# About this notebook 

Implementing and testing the statistical parity with the political blog network. 

Source:
- [Fairwalk paper](https://www.ijcai.org/proceedings/2019/456)

## Statistical parity 

Statistical parity is a variance of the probability of edges at group level. The key idea is the following. Let's group nodes based on given node labels. If the presence of edges are independent of the given node labels, the probability of edges within and between the groups are the uniform. More specifically, suppose a network with edges recommended by a system. Assuming that the network is symmetric, 
the probability of the recommended edges between group $k$ and group $\ell$, denoted by Let $P_{k\ell}$, is given by 
$$
\begin{align}
P_{k\ell} = \left\{ \begin{array}{cc} 
\frac{1}{N_{k}(N_{k} - 1)/2} \sum_{i \in N_k}\sum_{j \in N_k, i<j} A_{ij}& \text{(if $k=\ell$)}\\
\frac{1}{N_{k}N_{\ell}} \sum_{i \in N_k}\sum_{i \in N_\ell}A_{ij} & \text{(otherwise)}\\
\end{array} \right.
\end{align}
$$
where $A_{ij} = 1$ if nodes $i$ and $j$ are connected, otherwise $A_{ij}=0$. 
The denominator $N_k(N_{k} - 1)/2$ is the total number of unique node pairs that belong to group $k$, excluding the self-loops, e.g., $(1, 1)$, $(2,2), \ldots, (N_k, N_k)$.  
Then, the statistical parity is given by the variance of the probabilities:
$$
\begin{align}
\text{Var}(P_{k \ell}) = \frac{1}{K(K+1)/2}\sum_{k=1}^K \sum_{\ell=k}^K P_{k\ell}.
\end{align}
$$

While the definition of the statistical parity in the fairwalk paper is variance, the original definition of the statistical parity is the *standard deviation*. I believe that this is an error. The correct formula for the statistical parity is the following:
$$
\begin{align}
\sqrt{\text{Var}(P_{k \ell})} = \sqrt{\frac{1}{K(K+1)/2}\sum_{k=1}^K \sum_{\ell=k}^K P_{k\ell}}.
\end{align}
$$


## Implementation 

In [19]:
from scipy import sparse 
import numpy as np 
import pandas as pd 

def statistical_parity(edges, y):
    """
    edges: edge df with source and target column
    y: original labels
    """

    n_nodes = len(y) # number of nodes
    n_edges = edges.shape[0] # number of nodes
    uy, y = np.unique(y, return_inverse=True) # to ensure that the labels are continuous integers starting from zero 
    K = len(uy) # number of classes

    # We need two groups at least
    assert K >= 2

    # Group membership matrix, where U[i,k] = 1 if node $i$ belongs to group $k$ 
    U = sparse.csr_matrix((np.ones_like(y), (np.arange(n_nodes), y)), shape=(n_nodes, K))

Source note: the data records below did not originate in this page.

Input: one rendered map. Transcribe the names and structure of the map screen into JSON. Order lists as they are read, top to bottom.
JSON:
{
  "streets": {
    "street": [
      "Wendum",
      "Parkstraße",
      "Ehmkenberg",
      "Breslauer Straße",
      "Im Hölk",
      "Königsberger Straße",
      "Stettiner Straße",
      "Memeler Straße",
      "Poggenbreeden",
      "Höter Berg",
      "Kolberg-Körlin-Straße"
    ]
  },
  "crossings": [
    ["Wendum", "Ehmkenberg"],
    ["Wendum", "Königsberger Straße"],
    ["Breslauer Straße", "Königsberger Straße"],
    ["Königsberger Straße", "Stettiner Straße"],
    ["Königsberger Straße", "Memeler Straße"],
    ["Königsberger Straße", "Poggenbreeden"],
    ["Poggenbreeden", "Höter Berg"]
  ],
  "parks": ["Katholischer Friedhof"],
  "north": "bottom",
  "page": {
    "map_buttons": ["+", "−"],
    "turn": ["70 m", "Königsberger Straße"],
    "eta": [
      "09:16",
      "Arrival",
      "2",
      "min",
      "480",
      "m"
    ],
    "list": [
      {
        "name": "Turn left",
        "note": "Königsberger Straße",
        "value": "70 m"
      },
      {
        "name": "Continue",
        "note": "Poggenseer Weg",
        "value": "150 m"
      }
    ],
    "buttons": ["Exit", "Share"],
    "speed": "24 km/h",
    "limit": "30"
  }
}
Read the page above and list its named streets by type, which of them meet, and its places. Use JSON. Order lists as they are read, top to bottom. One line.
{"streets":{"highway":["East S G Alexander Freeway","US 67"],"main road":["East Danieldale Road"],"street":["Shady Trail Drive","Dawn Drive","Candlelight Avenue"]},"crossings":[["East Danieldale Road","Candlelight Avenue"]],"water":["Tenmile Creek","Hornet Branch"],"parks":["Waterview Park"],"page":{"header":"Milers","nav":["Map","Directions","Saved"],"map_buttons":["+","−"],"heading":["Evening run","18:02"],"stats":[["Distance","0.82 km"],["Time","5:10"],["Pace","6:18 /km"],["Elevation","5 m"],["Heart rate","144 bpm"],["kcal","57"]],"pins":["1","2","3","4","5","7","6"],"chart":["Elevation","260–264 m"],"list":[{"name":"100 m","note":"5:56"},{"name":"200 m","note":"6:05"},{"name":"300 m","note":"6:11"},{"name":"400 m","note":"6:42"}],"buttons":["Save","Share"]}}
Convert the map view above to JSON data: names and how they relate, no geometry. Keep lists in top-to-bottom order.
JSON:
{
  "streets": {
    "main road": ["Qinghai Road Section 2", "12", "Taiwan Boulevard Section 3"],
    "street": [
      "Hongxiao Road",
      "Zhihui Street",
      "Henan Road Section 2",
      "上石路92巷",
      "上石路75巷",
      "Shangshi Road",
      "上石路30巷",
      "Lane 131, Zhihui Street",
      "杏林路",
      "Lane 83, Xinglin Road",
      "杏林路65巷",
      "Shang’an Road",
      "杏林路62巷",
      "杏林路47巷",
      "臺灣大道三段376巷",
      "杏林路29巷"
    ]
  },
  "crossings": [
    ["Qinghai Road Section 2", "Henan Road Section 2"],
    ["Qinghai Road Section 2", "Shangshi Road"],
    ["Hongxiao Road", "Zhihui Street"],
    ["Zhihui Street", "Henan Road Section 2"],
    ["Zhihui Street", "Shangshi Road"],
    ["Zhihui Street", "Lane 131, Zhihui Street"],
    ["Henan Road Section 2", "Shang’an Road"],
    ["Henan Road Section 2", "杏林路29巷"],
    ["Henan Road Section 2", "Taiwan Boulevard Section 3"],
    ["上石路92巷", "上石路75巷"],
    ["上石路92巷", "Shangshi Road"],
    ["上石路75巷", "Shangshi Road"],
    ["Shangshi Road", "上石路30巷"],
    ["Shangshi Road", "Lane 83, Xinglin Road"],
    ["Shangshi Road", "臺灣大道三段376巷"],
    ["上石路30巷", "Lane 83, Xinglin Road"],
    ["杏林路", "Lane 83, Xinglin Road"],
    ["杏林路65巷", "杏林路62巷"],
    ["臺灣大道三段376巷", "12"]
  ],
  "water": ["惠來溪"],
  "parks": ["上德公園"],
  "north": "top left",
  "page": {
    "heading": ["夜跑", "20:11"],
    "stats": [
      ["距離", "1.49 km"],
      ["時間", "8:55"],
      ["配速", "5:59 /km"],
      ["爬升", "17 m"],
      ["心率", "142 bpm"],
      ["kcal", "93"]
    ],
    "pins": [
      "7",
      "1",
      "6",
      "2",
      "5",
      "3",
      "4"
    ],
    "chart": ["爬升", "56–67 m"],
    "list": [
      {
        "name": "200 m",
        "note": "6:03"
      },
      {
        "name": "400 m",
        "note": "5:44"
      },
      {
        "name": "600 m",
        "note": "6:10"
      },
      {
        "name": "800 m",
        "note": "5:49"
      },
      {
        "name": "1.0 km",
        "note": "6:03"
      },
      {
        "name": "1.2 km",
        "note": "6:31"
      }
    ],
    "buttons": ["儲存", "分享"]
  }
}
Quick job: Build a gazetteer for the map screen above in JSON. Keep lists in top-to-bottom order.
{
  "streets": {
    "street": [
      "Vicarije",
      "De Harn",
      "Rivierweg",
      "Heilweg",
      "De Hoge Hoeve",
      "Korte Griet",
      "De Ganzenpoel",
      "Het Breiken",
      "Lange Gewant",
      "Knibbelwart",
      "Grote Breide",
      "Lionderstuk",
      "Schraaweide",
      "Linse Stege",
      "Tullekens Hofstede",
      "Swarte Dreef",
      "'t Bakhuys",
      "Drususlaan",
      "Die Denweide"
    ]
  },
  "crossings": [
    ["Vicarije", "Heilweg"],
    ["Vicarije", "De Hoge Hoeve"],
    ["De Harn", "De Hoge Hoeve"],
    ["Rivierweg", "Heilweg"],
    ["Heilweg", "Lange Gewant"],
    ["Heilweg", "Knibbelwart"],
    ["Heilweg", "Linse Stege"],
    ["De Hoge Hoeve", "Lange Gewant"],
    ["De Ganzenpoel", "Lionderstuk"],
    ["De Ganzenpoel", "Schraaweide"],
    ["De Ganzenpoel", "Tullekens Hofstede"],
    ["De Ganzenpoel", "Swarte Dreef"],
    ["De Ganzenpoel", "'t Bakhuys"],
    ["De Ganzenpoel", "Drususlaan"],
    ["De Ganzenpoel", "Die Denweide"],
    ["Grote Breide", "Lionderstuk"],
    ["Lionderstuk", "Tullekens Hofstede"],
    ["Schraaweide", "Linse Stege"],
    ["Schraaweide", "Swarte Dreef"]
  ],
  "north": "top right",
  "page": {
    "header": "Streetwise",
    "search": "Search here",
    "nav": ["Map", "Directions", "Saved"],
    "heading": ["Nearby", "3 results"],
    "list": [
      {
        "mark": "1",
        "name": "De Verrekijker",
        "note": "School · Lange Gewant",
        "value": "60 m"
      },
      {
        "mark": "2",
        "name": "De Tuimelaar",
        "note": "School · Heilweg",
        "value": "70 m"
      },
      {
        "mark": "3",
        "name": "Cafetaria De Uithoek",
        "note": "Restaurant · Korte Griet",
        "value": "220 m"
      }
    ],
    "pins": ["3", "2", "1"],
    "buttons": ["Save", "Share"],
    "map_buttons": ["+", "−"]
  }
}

    # Number of nodes in each group
    Nk = np.array(U.sum(axis = 0)).reshape(-1) 

    # Adjacency matrix
    A = sparse.csr_matrix((np.ones(n_edges), (edges["source"].values, edges["target"].values)), shape=(n_nodes, n_nodes))

    # Make sure that the adjacency matrix is symemtric 
    A = A + A.T
    A.data = A.data *0 + 1

    # Calculate the number of edges that appear in each group 
    M = U.T @ A @ U

    # Calculate the edge density
    Mdenom = np.outer(Nk, Nk) - np.diag(Nk) 
    P = M / Mdenom
    # Calculate the statistical parity 
    parity = np.std(P[np.triu_indices(K)])
    return parity

## Test

In the following test, I calculate the statistical parity for the original network. As a baseline, I calculate the statistical parity for shuffled labels, which should have a smaller statistical parity. 

In [32]:
import networkx as nx
 
G = nx.read_gml("../../data/polbooks.gml")
labels = [d[1]["value"] for d in G.nodes(data = True)]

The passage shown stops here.